本作にはナレーションや関係者へのインタビューは一切ない。そして、日付や名前などの情報もほとんどみられない。これは本作を観て、内容を吸収する上で観客が余計な情報から解放されてほしいと監督が意図したためだ。ボウイの生前の肉声、40曲にもわたる名曲の数々、ライブパフォーマンスやボウイ自身が30年にわたり保管してきた未公開映像などによってのみ本作は構成されている。まさに“デヴィッド・ボウイづくし”であり、彼の人生や生き様を追体験できる作品となっている。
また、至る所に『メトロポリス』(1927)や『ラビッツ・ムーン』(1950)といった映画作品等の断片的な映像が差し込まれている。それらの映像について監督はインタビューで次のように語っている。

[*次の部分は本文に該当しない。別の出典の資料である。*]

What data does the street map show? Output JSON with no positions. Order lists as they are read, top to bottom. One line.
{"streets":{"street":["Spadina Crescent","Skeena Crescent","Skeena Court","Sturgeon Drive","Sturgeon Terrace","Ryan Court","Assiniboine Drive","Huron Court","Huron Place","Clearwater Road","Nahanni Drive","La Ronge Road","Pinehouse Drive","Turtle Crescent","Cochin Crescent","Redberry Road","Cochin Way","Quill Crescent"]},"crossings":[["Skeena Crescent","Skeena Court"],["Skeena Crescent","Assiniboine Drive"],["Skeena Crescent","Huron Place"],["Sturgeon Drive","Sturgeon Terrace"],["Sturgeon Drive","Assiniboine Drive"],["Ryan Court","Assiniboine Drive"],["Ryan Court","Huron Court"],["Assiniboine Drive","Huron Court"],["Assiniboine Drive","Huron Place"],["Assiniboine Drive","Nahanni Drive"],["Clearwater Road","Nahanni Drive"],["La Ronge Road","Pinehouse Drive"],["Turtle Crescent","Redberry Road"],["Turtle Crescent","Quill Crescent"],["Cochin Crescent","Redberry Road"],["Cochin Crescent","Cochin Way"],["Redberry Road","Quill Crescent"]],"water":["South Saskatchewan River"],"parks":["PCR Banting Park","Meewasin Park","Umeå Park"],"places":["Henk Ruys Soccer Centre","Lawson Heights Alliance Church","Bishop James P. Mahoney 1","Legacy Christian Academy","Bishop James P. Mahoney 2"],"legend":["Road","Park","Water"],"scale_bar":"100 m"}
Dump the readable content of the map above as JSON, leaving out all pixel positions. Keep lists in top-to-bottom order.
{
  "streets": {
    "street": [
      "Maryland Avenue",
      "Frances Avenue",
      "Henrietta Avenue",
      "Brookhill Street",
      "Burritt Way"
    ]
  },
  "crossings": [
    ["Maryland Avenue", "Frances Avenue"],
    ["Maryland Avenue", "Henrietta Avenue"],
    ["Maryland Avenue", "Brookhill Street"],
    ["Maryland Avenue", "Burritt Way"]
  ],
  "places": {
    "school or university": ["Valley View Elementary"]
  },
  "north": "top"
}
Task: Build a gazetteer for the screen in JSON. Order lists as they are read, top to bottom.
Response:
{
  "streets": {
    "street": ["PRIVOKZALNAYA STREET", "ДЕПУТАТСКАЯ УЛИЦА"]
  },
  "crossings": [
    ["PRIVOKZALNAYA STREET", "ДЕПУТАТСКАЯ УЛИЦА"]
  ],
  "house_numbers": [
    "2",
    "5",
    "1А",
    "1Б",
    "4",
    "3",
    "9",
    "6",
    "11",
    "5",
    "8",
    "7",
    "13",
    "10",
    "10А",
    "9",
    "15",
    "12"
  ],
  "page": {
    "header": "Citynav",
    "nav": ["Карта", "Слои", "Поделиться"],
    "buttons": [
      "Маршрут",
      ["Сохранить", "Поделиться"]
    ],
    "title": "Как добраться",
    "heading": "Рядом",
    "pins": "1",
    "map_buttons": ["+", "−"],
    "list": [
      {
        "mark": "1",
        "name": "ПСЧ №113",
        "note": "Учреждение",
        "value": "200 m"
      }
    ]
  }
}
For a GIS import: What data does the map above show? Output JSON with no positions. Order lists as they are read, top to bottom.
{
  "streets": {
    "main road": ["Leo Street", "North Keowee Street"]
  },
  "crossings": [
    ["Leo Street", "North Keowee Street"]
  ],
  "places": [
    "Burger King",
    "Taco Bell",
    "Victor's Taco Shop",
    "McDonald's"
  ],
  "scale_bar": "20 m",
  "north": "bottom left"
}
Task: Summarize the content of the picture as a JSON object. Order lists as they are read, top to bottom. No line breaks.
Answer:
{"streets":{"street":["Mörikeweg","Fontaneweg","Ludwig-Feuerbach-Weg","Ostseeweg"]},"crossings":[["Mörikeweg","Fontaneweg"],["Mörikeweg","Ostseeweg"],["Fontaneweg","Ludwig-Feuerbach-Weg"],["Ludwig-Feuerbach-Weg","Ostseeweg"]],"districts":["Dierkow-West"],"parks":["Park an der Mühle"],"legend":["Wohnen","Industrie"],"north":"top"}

「彼が人生のどこかで影響、あるいはインスピレーションを受けた映画、哲学者、ライターのものだ。それらをこの映画のビジュアルな語彙として使いたかった」
今もなお影響を与え続けているデヴィッド・ボウイが、一体どんなものからインスピレーションを得ていたのか、ファンであれば非常に気になるポイントではないだろうか。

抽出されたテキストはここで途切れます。